GOAL OF THE EXERCISE: As you look over the data below, please find each line where the word "align" appears, then copy it.
- Opening Delimiter -
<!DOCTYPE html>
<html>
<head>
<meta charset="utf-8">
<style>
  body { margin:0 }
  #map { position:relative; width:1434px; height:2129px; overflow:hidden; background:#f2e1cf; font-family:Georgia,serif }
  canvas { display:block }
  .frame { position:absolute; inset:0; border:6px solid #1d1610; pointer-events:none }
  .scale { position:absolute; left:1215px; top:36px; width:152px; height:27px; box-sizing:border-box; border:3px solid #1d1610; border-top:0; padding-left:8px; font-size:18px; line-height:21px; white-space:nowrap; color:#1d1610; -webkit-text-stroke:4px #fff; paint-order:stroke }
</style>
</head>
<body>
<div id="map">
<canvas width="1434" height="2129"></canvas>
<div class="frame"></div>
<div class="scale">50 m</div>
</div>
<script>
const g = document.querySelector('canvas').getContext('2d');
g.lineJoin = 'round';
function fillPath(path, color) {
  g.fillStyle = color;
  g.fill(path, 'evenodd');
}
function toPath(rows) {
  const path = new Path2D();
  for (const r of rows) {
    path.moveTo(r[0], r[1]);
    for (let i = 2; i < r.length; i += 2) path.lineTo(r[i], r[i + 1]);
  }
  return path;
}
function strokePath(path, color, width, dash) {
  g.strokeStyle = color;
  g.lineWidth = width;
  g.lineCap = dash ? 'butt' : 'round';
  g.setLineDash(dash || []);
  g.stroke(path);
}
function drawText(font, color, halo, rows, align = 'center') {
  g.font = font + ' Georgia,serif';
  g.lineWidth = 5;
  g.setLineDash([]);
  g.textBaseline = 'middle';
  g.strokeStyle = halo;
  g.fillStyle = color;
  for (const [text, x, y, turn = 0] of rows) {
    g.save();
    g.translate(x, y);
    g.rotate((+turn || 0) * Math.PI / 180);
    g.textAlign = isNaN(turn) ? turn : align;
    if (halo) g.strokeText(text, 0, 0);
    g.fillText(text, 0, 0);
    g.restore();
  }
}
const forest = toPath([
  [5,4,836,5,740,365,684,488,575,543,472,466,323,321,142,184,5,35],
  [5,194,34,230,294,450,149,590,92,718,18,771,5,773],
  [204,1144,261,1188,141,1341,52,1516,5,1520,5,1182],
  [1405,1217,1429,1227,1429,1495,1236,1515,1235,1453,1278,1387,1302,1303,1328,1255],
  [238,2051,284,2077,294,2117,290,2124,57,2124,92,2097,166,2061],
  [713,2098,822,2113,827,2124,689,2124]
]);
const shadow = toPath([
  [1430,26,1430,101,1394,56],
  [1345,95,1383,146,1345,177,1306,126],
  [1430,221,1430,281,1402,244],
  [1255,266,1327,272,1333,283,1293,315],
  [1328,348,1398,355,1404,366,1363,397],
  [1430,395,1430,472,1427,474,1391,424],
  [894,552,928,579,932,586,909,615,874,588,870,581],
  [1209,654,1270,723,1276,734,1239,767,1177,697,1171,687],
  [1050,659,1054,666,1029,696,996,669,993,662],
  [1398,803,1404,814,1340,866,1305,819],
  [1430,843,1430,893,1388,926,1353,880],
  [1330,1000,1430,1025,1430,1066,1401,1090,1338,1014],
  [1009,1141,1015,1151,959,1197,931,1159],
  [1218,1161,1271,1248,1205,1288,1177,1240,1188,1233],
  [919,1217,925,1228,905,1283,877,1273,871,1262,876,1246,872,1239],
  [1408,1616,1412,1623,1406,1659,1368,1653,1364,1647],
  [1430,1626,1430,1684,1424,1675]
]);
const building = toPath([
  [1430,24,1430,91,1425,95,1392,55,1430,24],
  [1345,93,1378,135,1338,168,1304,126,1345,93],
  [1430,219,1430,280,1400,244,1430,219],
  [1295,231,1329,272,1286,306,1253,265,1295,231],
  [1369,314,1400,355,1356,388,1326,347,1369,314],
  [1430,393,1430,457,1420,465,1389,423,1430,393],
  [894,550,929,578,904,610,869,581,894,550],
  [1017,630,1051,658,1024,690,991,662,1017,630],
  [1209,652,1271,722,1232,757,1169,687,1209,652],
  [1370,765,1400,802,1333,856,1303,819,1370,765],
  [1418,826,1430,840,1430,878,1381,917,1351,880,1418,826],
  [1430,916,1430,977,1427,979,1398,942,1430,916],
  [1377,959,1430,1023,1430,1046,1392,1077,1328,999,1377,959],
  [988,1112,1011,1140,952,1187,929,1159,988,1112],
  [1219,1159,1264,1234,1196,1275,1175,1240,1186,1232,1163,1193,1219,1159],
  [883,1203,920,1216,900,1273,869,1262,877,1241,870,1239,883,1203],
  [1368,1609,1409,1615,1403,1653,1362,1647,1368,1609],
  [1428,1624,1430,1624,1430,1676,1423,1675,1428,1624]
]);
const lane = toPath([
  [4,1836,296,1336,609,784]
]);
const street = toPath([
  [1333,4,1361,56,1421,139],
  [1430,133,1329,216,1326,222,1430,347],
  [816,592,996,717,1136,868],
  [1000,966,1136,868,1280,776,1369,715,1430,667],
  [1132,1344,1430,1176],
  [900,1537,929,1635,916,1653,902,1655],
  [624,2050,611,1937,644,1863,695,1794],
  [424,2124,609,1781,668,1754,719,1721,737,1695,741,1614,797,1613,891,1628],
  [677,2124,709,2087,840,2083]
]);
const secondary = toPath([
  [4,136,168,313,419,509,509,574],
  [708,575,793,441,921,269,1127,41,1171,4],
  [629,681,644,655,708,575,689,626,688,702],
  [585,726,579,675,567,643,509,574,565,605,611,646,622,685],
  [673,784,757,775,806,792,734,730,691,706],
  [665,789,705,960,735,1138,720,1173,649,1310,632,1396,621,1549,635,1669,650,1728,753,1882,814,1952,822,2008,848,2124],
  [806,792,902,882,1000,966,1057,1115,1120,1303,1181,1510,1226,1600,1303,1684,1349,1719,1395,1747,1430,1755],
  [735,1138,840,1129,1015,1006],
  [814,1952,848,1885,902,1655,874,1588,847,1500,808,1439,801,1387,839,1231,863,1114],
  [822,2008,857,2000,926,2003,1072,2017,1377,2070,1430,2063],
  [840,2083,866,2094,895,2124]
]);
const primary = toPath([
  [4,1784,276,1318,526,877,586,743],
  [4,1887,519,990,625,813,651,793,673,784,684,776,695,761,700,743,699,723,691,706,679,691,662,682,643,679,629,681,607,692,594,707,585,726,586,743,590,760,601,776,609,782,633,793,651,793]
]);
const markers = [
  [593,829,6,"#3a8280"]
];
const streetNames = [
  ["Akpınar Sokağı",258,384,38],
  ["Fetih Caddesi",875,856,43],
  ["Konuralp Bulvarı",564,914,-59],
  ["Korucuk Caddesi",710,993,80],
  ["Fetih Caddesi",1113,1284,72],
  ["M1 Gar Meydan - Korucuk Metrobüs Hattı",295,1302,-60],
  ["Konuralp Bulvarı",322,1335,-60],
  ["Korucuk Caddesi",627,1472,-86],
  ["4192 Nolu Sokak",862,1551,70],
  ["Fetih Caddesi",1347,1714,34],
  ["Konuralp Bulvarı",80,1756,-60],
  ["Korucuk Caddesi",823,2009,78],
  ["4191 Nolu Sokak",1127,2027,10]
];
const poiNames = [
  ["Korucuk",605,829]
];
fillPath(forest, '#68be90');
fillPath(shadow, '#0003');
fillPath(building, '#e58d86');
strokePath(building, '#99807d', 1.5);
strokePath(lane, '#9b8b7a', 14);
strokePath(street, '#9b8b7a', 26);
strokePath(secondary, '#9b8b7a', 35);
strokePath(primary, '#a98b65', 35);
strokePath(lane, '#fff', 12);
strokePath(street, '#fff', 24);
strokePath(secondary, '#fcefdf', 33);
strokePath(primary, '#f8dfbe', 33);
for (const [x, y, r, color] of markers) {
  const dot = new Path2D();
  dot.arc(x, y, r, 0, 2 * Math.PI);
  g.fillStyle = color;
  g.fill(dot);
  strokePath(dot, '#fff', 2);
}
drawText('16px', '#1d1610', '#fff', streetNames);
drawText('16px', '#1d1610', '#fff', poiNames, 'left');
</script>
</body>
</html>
- Closing Delimiter -
FINISHED TASK:
function drawText(font, color, halo, rows, align = 'center') {
    g.textAlign = isNaN(turn) ? turn : align;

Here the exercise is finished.